Garbage-Collected: Go has two keywords for allocating memory: make (for channels, maps and slices^[1]) and new. It is in discussion^[2] to drop the work new, because objects can also be instantiated by a simple syntax, using ”struct-name”{initialization values}. Apart from that, functions are called by value, but it is possible to pass a reference via prepending “&” to an allocated object. There is no way to explicitly delete or deallocate memory, because this is done by the garbage collector.
Concurrent: One of the main motivations behind Go is to make concurrency part of the language itself. Multi-core architectures are seen as an opportunity, not a problem. Go is the next step after Robert Pike’s earlier attempts with the language “Newsqueak”^[3]. Newsqueak was inspired by Hoare’s 1978 paper "Communicating sequential processes"^[4], but with the significant difference that channels are first-class objects and not directly tied to named programs, threads or routines. Hence, channels can be dynamically created at runtime, the are typed and it is even possible to send channel-objects through channels.
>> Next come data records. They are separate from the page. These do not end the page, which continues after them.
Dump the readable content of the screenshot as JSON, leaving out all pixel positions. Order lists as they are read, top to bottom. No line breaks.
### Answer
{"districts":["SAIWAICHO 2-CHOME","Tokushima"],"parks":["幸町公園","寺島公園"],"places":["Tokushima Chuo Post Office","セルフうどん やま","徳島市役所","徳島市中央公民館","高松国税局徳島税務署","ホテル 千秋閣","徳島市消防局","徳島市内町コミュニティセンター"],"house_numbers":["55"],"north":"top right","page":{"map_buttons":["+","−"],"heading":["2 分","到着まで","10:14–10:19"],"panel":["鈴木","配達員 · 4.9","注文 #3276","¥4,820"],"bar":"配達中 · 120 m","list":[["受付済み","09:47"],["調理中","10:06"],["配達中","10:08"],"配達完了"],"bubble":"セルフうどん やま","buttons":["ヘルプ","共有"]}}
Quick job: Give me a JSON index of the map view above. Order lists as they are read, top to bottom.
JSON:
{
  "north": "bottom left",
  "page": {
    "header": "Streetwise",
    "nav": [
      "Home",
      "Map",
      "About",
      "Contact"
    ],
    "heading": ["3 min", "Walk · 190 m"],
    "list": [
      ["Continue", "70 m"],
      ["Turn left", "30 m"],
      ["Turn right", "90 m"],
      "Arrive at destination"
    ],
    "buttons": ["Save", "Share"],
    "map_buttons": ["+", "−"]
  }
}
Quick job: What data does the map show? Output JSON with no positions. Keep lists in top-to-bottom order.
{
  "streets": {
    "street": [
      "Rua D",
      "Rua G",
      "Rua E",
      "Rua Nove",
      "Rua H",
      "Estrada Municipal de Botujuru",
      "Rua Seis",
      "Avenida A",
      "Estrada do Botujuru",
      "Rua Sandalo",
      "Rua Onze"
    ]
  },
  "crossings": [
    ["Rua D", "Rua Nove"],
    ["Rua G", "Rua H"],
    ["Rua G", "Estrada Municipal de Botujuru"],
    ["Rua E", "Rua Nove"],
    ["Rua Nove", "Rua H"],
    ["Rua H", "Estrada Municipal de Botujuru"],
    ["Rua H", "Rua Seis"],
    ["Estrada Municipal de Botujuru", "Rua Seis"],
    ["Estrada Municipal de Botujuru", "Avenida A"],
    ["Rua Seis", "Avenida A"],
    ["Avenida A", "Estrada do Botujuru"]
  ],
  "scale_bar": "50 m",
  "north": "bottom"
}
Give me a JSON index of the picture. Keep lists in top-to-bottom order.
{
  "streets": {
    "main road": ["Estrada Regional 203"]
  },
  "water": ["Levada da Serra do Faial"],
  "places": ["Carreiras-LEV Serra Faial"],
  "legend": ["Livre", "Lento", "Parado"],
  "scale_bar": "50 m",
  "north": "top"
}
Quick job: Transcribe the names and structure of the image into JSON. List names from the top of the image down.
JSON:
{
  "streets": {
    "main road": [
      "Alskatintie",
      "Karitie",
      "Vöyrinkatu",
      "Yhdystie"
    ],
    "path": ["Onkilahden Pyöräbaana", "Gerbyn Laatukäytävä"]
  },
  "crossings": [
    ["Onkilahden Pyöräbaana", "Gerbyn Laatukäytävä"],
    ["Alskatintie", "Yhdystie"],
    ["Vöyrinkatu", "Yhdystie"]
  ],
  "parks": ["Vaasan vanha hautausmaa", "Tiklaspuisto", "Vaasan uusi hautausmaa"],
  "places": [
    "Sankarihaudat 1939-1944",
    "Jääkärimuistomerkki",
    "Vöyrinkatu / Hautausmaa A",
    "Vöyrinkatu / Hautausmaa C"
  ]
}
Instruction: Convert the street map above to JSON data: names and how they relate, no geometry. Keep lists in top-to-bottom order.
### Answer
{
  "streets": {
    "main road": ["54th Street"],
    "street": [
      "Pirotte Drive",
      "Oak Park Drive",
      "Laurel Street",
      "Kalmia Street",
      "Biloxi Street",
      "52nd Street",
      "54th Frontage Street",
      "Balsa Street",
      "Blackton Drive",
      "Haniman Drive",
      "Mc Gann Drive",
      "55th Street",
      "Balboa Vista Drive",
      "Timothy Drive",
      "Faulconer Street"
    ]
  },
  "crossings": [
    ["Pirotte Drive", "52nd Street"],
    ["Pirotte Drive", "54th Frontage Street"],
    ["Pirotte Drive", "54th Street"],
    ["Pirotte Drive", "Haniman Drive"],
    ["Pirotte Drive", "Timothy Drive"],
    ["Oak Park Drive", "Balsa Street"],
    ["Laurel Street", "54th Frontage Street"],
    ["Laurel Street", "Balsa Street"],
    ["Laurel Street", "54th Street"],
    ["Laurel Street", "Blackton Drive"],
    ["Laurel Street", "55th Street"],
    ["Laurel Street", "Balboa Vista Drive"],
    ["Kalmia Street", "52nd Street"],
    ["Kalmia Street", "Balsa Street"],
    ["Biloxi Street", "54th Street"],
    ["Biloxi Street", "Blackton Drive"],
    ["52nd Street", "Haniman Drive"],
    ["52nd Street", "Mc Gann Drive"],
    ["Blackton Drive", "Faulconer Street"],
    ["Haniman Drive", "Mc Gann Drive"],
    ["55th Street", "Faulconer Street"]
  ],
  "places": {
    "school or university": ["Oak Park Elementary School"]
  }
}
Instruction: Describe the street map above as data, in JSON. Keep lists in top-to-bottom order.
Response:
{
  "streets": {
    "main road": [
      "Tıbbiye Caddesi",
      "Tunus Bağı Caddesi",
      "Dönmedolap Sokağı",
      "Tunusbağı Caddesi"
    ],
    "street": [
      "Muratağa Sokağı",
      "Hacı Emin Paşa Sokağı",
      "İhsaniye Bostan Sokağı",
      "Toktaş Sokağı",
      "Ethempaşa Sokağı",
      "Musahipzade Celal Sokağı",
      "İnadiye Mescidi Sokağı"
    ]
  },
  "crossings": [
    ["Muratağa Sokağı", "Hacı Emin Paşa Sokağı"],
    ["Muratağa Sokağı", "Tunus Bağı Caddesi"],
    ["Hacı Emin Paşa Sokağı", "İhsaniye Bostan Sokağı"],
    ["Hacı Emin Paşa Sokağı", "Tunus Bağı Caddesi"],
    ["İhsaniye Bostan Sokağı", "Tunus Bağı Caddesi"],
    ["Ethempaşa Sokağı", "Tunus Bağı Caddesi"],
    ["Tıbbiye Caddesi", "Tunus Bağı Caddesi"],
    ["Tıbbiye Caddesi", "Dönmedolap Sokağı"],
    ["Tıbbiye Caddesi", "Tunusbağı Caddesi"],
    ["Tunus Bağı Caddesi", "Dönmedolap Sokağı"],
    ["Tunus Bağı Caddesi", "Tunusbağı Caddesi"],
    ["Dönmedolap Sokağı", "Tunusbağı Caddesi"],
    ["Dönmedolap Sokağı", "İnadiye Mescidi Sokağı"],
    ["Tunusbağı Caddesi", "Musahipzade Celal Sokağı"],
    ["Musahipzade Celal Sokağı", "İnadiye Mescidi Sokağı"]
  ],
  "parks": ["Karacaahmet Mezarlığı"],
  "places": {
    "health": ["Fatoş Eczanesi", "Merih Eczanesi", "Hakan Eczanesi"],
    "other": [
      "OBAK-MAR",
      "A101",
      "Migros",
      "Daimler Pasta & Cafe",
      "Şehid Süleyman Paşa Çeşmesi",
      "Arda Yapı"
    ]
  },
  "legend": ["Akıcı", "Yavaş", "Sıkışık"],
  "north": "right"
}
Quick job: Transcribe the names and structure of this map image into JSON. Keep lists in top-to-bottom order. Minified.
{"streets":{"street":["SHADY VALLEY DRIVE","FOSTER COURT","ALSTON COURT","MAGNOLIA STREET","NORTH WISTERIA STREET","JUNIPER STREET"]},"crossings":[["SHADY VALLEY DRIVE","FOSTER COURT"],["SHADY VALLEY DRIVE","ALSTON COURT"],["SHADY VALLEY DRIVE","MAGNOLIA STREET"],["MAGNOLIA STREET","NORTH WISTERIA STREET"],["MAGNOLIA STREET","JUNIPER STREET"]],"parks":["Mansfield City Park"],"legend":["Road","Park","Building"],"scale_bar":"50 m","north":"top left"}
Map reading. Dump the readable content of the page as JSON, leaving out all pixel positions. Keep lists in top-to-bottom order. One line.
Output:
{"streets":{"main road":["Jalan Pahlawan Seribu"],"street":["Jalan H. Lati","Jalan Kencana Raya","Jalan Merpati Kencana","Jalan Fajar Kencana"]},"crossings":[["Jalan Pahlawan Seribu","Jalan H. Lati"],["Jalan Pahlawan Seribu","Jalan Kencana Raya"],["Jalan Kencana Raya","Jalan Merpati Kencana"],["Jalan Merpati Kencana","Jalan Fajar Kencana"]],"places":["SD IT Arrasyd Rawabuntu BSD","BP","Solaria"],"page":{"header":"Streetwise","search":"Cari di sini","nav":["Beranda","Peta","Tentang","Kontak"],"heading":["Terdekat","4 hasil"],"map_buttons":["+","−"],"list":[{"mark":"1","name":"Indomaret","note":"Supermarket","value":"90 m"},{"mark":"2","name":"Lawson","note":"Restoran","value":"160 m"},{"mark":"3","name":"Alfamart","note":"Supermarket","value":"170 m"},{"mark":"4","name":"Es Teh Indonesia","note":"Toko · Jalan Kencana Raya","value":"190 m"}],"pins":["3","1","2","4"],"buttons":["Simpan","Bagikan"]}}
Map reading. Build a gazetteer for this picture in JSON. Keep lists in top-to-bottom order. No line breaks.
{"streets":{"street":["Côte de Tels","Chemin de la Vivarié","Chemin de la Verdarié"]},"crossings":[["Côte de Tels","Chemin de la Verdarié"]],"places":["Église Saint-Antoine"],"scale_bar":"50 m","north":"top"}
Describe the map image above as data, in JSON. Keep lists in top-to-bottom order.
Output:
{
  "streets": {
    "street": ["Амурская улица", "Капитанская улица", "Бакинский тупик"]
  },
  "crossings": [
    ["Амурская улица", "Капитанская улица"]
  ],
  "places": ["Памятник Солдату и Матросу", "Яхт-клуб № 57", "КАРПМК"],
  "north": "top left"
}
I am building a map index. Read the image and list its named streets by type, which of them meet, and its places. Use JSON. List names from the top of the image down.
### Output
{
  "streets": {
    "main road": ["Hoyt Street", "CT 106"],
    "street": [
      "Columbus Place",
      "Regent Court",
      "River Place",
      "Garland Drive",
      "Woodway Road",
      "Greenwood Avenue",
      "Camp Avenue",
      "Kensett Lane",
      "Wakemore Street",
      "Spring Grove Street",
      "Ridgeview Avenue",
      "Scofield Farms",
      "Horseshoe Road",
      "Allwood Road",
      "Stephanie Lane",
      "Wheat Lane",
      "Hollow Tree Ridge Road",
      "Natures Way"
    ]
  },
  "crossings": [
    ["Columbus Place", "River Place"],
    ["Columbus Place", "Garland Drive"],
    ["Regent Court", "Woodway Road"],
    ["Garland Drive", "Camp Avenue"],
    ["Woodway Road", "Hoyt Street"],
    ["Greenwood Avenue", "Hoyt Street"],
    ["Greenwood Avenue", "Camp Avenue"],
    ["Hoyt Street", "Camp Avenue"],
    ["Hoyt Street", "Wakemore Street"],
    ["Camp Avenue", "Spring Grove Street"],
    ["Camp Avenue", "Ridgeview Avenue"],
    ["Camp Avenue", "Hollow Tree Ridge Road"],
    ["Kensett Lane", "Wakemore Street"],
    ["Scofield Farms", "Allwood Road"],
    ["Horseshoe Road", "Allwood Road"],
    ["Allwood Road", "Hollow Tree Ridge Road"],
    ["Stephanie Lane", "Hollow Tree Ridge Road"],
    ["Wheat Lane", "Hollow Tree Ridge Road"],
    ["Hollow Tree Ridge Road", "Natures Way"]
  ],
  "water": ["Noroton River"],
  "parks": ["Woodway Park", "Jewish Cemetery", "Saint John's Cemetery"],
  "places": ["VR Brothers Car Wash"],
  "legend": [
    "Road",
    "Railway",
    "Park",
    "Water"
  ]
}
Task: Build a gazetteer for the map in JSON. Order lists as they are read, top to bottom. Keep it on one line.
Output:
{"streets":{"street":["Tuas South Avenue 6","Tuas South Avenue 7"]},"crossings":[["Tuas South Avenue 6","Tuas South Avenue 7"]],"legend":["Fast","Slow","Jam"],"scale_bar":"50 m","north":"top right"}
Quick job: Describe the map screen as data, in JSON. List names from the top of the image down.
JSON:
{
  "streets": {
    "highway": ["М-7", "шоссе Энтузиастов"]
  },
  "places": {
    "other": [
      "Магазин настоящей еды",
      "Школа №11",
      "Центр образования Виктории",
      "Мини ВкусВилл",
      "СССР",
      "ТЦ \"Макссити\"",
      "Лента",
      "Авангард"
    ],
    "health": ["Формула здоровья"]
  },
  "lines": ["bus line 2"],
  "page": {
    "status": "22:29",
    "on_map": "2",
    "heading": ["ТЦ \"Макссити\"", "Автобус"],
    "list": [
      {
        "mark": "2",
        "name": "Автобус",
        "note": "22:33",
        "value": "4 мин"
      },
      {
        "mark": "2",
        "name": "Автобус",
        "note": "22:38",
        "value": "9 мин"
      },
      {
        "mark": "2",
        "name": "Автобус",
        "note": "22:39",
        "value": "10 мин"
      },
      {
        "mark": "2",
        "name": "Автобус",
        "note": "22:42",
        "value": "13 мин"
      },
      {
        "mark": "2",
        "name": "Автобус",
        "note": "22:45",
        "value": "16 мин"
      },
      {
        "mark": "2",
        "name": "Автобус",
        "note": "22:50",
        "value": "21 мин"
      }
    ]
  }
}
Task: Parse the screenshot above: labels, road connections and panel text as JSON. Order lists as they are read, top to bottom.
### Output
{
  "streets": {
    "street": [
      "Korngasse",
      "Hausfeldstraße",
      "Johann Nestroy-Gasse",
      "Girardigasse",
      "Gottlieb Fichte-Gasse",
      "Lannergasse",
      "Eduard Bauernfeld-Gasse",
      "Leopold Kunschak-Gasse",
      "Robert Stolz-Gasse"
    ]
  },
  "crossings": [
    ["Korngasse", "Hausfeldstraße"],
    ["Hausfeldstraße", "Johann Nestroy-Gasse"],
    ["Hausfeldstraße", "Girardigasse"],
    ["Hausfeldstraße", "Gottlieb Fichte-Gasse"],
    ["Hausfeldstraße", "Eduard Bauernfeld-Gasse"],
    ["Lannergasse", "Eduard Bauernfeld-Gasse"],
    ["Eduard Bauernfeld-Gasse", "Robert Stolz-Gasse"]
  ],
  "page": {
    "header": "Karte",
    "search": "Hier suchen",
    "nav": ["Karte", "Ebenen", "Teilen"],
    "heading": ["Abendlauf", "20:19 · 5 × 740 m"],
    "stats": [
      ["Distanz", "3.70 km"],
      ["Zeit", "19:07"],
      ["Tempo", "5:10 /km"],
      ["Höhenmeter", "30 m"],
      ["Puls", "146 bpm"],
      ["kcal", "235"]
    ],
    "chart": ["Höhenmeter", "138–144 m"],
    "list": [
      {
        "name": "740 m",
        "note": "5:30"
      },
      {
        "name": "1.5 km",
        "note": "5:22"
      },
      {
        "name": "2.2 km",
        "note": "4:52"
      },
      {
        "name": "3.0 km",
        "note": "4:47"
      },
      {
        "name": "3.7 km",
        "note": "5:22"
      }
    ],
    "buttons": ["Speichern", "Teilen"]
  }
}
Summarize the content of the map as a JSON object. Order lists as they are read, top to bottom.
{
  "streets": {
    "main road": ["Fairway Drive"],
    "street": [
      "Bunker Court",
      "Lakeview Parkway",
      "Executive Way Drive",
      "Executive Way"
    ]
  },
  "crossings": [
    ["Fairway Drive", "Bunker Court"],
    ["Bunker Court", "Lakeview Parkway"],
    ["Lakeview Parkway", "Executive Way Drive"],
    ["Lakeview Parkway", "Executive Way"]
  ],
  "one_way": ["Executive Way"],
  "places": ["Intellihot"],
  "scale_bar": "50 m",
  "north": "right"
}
The last feature is a design pattern to receive the answer to a “remote” execution.

Principles

Orthogonality: All concepts mix easily, one concept does not interfere with others. Therefore, one concept has maximum impact while not disturbing another one. An important consequence is that it is easy to understand and predict the outcome of one concept.
Simplicity: All concepts are as tight and easy to digest as possible. Although, the implementation (when combining the concepts) might get complicated - there is no way to impose simplicity.
Checks/Safety: Coding happens with “safety-belts on”. Besides syntax, the compiler also checks for unused variables (error), type-mismatches (statically typed), etc.
Codestyle: There is one unique way how program code is formatted: A utility called gofmt^[5] reformats and optionally also simplifies the written code. This makes sure that the programs look similar, nobody is confused by obscure code styles of others and there is no need to establish (or even read) documented design-rules. For example, I’ve written a small bash script that does all the formatting of my codebase, i.e. it is this one-liner:
$ find . -name "*.go" -type f | xargs gofmt -w=true -s=true

Concepts and Design

Code Organization

A Go program is organized into packages. A package is a collection of *.go files, starting with a package “name” declaration. Named identifiers are visible across a package (package scoping), outside a package only exported names are visible. Exports are marked by an uppercase first letter and they have the same meaning as “public” in other languages like Java. It is not required to pre-declare declarations and inside a package everything can be used and defined more or less everywhere.

Below the package “name” declaration is an optional list of “imports”, these are the packages that are needed by that program. The compiler automatically takes care of these dependencies. Exported identifies are accessed via “packagename”.”Identifier” with an uppercase first letter.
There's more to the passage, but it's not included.